America in the 1920s

  • After the first world war, the United states adopted a policy of isolationism and conservatism:

    • Isolationism is the idea that America should not involve itself in the affairs of other countries
    • It came about as a result of over 100 thousand american deaths in WW1
    • Conservatism is the policy of restricting society to traditional values, and opposing innovation or change
    • In the context of post-war America, conservatism came in the form of the 18th Amendment, which prohibited the sale, transport, and production, of alcoholic beverages
  • In addition to these policies, big business was given more economic freedom, resulting in a 42% jump in the economy through the decade:

    • The Air Commerce Act resulted in the creation of commercial airlines, allowing former military pilots to become economically productive in a new industry
    • The mass-production of the car by the Ford Motor Company resulted in over 26 million cars registered in America, and 1 billion dollars invested in new roads, bridges, and traffic lights
    • In turn, new gas stations, restaurants, and motels became economically feasible in small towns across the country, as the American Road Trip began to become popular
  • Women rapidly gained political and social freedoms:

    • On August 18, 1920, women gained the right to vote in elections through the 19th Amendment

    “The right of citizens of the United States to vote shall not be denied or abridged by the United States or by any state on account of sex."

Republican Economic Policies

President Warren G. Harding

  • Harding instituted policies to undercut the economic regulatory agencies established during the Progressive Era
    • Harding’s policies resulted in the Federal Reserve (which regulated banks), the Interstate Commerce Commission (which regulated railroads), and the Railroad Labor Board (Which upheld the rights of railroad workers) being filled with individuals “sympathetic to business concerns and hostile to regulation.”
    • He also signed the Willis Graham Act, which nullified the United States Government’s commitment to preventing monopolies in the telephone market.
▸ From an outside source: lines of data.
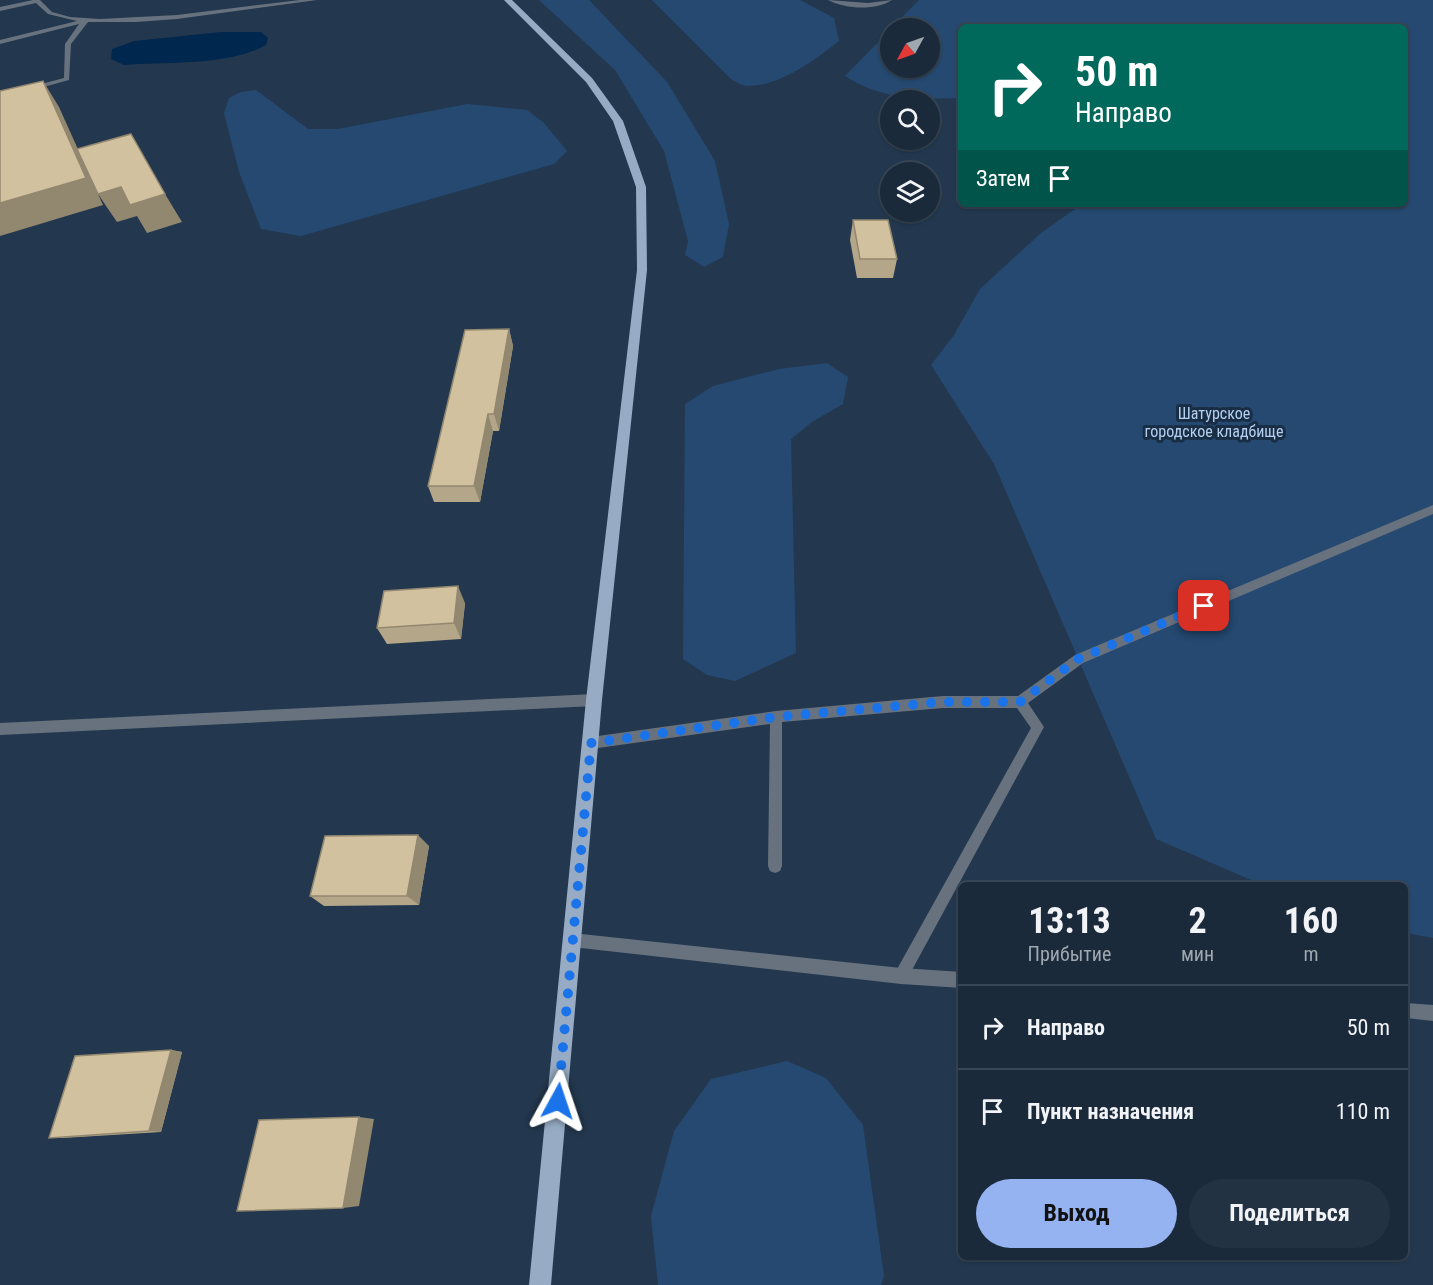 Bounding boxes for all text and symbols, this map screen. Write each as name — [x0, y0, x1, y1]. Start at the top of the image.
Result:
north arrow — [880, 18, 940, 78]
map controls — [880, 18, 940, 222]
text: 50 m — [1075, 47, 1158, 96]
icon: right — [976, 48, 1054, 126]
button: search — [880, 90, 940, 150]
text: Направо — [1075, 97, 1172, 129]
button: layers — [880, 162, 940, 222]
icon: arrive — [1043, 162, 1076, 195]
text: Затем — [976, 166, 1031, 191]
park label: Шатурское городское кладбище — [1145, 404, 1283, 441]
pin — [1178, 580, 1229, 631]
icon: arrive — [1187, 589, 1220, 622]
text: 13:13 — [1028, 900, 1111, 942]
text: 2 — [1188, 900, 1207, 942]
text: 160 — [1284, 900, 1338, 942]
text: Прибытие — [1028, 942, 1111, 966]
text: мин — [1181, 942, 1214, 966]
text: m — [1304, 942, 1319, 966]
icon: right — [976, 1011, 1009, 1044]
text: Направо — [1027, 1015, 1105, 1040]
text: 50 m — [1347, 1015, 1390, 1040]
position arrow — [526, 1069, 590, 1133]
icon: arrive — [976, 1095, 1009, 1128]
text: Пункт назначения — [1027, 1099, 1194, 1124]
text: 110 m — [1336, 1099, 1390, 1124]
button: Выход — [976, 1179, 1177, 1248]
button: Поделиться — [1189, 1179, 1390, 1248]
This ultimately resulted in AT&T establishing a monopoly in the telecommunications industry.
    • Harding’s economic prowess (or lack thereof) can be observed in his personal life: he died with a debt of over 180000 USD, worth nearly 2.4 million USD today.

President Calvin Coolidge

After all, the chief business of the American people is business. They are profoundly concerned with buying, selling, investing and prospering in the world.

- President Coolidge, 1925

  • Coolidge’s presidency was the beginning of the period of economic growth commonly referred to as the Roaring Twenties.
  • His FTC Chairman, William E. Humphrey, reduced antitrust cases, allowing companies like Alcoa to dominate their industries.
  • Coolidge avoided interference with the Federal Reserve (unlike SOME conservative presidents I could mention), resulting in low interest rates and the increased popularity of stock market margin trading (essentially gambling on the price of stocks).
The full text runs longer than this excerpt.